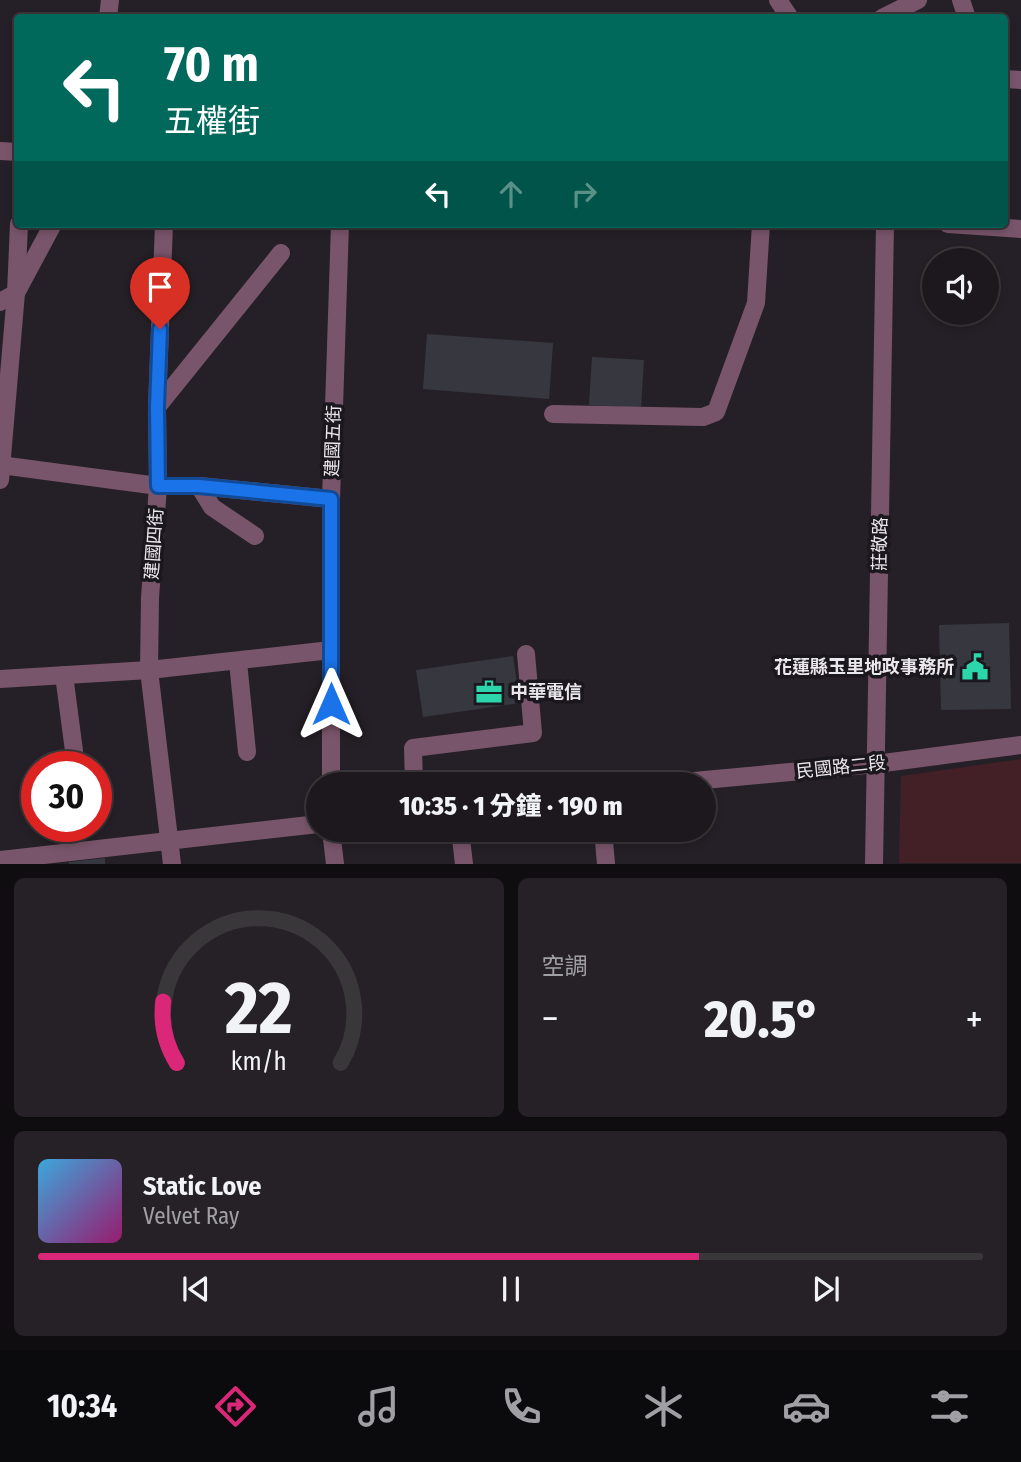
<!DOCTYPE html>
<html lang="zh-TW">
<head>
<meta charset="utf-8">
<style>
	body { margin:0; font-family:"Fira Sans Condensed","Noto Sans TC",sans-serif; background:#252126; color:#f1f3f6; height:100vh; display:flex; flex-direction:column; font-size:26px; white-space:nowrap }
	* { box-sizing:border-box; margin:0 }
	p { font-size:23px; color:#a0a0a4 }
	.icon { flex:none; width:38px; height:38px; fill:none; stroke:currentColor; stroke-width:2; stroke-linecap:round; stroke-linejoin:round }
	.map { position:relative; height:864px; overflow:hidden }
	.drawer { display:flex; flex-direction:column; gap:14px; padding:14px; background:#0f0d10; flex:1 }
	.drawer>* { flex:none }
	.guide { position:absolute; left:14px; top:14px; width:994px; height:214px; border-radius:7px; box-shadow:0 4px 10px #0003,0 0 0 2px #3a373b; background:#00695c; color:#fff; overflow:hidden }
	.fabs { position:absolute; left:922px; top:248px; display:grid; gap:14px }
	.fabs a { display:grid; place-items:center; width:77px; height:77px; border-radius:50%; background:#1c181d; box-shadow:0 4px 10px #0003,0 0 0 2px #3a373b; font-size:35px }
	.speed { position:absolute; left:21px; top:751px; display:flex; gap:14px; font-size:35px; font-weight:700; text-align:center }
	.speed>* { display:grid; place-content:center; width:91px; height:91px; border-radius:50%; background:#1c181d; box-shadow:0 4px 10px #0003,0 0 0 2px #3a373b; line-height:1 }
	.speed .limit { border:10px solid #d22; background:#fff; color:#111 }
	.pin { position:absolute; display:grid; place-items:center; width:60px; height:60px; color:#fff; margin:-72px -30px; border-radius:50% 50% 50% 0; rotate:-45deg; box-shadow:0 0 7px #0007 }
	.pin .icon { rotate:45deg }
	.me { position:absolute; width:77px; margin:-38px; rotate:0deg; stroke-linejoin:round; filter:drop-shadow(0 0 5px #0008) }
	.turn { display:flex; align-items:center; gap:24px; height:147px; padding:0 35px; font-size:32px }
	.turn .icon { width:91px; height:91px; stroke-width:2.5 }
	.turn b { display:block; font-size:49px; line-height:60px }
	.lanes { display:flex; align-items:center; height:66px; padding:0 35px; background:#0003; justify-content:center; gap:35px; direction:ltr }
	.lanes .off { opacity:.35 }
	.big { font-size:52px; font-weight:800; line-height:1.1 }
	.drawer .card { flex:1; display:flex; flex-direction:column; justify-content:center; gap:10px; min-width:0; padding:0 24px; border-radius:10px; background:#252126 }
	.drawer .dial { align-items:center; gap:0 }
	.dial svg { height:182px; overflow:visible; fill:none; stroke:#3a373b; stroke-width:7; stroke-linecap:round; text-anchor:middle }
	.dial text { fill:#f1f3f6; stroke:none }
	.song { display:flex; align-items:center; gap:21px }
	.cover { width:84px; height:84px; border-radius:10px; background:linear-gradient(135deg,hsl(200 70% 55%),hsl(320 70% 35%)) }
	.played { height:7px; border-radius:4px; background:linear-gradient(90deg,#db2777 70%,#3a373b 70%) }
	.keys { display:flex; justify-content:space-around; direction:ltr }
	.heat { display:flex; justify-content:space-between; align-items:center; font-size:38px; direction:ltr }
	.drawer .tiles { flex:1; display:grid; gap:14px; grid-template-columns:1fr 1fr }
	.card:last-child { grid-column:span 2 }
	.trip { position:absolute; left:306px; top:772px; width:410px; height:70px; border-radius:35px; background:#1c181d; box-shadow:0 4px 10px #0003,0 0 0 2px #3a373b; font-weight:800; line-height:70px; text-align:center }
	.menu { display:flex; height:112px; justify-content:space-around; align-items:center; background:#0b0a0c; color:#a0a0a4 }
	.menu .icon { width:49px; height:49px }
	.menu .active { color:#db2777 }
	.menu b { font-size:32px; color:#f1f3f6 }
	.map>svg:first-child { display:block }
</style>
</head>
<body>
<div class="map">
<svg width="1021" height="864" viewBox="0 0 1021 864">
	<rect width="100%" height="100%" fill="#252027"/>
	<!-- green -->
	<path fill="#432026" d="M1021 759V863H899L901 776Z"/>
	<!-- building -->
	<g fill="#373740">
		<path d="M427 334 553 343 549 399 423 389Z"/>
		<path d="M592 357 644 360 641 408 589 405Z"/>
		<path d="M1009 623 1011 709 941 710 939 625Z"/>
		<path d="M513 656 520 703 423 717 416 670Z"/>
		<path d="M105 858V864H69V862Z"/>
	</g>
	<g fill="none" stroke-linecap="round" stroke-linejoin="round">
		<!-- minor -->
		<g stroke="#79556b" stroke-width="18">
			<path d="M778 0 790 18"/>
			<path d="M961 0 967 18"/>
			<path d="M108 18 110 0"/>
			<path d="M882 18 918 0"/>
			<path d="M1004 79 1021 80"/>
			<path d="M0 151 18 152"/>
			<path d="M164 224 157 407 158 486 150 598 149 670 172 864"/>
			<path d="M948 224 1021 229"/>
			<path d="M0 302 16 293 53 224"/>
			<path d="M157 407 281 253"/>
			<path d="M553 414 703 417 716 412 756 303 761 224"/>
			<path d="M0 465 158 486H199L331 499"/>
			<path d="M0 480 16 293 19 224"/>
			<path d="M199 486 212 507 255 536"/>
			<path d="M238 662 247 752"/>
			<path d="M64 675 76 766"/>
			<path d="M0 679 149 670 331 650"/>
			<path d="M331 784V499L340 224"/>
			<path d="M414 784 413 748 533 733 526 654"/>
			<path d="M661 784 876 764 1021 745"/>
			<path d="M331 830 335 864"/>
			<path d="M460 830 464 864"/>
			<path d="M603 830 606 864"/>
			<path d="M0 860 318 824"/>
			<path d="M874 864 885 224"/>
		</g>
	</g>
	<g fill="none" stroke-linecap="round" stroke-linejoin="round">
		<!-- route casing -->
		<g stroke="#114b97" stroke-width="18">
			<path id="route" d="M160 329 157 407 158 486H199L331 499V704"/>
		</g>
		<!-- route -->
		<use href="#route" stroke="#1a73e8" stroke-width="12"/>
	</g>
	<!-- icons -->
	<defs>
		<g id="civic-bare" transform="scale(2.1)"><path d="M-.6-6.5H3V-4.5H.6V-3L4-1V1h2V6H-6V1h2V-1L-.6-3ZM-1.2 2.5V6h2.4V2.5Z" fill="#2dd5ab" stroke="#1b171e" stroke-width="2.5" paint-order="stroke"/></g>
		<g id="office-bare" transform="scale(2.1)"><path d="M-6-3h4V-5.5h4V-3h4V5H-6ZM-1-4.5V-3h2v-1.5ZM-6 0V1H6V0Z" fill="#2dd5ab" stroke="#1b171e" stroke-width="2.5" paint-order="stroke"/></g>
	</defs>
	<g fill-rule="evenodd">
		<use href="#civic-bare" x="975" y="667"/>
		<use href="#office-bare" x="489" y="692"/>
	</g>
	<g text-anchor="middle" stroke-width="7" stroke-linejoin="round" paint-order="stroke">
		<!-- street labels -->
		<g font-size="18" fill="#ebe8ed" stroke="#1b171e">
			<text transform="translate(333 441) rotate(-88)" y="6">建國五街</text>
			<text transform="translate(154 544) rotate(-86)" y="6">建國四街</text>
			<text transform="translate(880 544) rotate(-89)" y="6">莊敬路</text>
			<text transform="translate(841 767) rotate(-6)" y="6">民國路二段</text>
		</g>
		<!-- poi labels -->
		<g font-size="18" font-weight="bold" fill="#ebe8ed" stroke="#1b171e" text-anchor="end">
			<text x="954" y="673">花蓮縣玉里地政事務所</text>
			<text x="510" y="698" text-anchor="start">中華電信</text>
		</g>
	</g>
</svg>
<div class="fabs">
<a><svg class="icon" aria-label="sound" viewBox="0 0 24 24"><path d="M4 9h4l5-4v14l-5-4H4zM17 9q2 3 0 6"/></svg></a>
</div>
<div class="speed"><div class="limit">30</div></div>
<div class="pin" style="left:160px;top:329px;background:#d93025"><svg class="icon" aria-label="arrive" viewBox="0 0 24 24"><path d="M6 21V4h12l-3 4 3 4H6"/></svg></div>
<svg class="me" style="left:331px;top:704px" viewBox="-20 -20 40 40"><path d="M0-17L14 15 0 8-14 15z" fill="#1a73e8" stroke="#fff" stroke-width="4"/></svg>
<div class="trip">10:35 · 1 分鐘 · 190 m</div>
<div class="guide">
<div class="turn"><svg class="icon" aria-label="left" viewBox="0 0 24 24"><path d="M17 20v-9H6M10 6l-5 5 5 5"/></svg><div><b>70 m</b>五權街</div></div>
<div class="lanes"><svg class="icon" aria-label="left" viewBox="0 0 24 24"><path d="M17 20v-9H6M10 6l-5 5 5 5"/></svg><svg class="icon off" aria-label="ahead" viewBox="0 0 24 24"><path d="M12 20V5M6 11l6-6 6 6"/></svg><svg class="icon off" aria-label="right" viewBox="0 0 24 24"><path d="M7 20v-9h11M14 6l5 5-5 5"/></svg></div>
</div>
</div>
<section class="drawer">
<div class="tiles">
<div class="card dial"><svg viewBox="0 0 100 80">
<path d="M14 69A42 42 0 1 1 86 69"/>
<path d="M14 69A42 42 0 0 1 8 42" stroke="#db2777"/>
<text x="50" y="56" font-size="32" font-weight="700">22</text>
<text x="50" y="72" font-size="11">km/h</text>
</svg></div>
<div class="card"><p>空調</p>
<div class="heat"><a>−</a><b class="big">20.5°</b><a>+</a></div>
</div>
<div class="card">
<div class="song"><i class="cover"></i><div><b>Static Love</b><p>Velvet Ray</p></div></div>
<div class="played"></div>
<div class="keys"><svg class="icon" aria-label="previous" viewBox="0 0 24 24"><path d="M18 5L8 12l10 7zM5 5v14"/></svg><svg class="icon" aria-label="pause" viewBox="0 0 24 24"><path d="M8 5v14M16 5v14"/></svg><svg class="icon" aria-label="next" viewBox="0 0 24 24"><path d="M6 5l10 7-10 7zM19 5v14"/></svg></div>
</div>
</div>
</section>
<nav class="menu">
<b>10:34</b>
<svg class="icon active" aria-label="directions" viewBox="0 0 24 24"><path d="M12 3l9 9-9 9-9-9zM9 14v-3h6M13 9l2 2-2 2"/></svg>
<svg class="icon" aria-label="music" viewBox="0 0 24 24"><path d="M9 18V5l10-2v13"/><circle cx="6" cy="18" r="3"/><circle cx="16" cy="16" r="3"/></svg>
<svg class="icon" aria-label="phone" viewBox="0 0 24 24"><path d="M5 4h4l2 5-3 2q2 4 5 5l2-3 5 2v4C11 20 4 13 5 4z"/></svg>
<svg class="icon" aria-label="climate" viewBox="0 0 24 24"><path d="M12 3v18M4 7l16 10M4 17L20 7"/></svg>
<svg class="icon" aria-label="car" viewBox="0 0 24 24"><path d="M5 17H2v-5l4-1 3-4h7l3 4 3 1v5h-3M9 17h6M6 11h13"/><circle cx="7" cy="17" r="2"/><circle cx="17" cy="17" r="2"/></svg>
<svg class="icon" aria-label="filters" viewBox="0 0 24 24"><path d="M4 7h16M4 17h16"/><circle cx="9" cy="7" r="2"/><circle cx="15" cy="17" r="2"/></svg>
</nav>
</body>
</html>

·····

**Required work**
Read the entries and select each line where the word "gradient" is found.

**The answer**
	.cover { width:84px; height:84px; border-radius:10px; background:linear-gradient(135deg,hsl(200 70% 55%),hsl(320 70% 35%)) }
	.played { height:7px; border-radius:4px; background:linear-gradient(90deg,#db2777 70%,#3a373b 70%) }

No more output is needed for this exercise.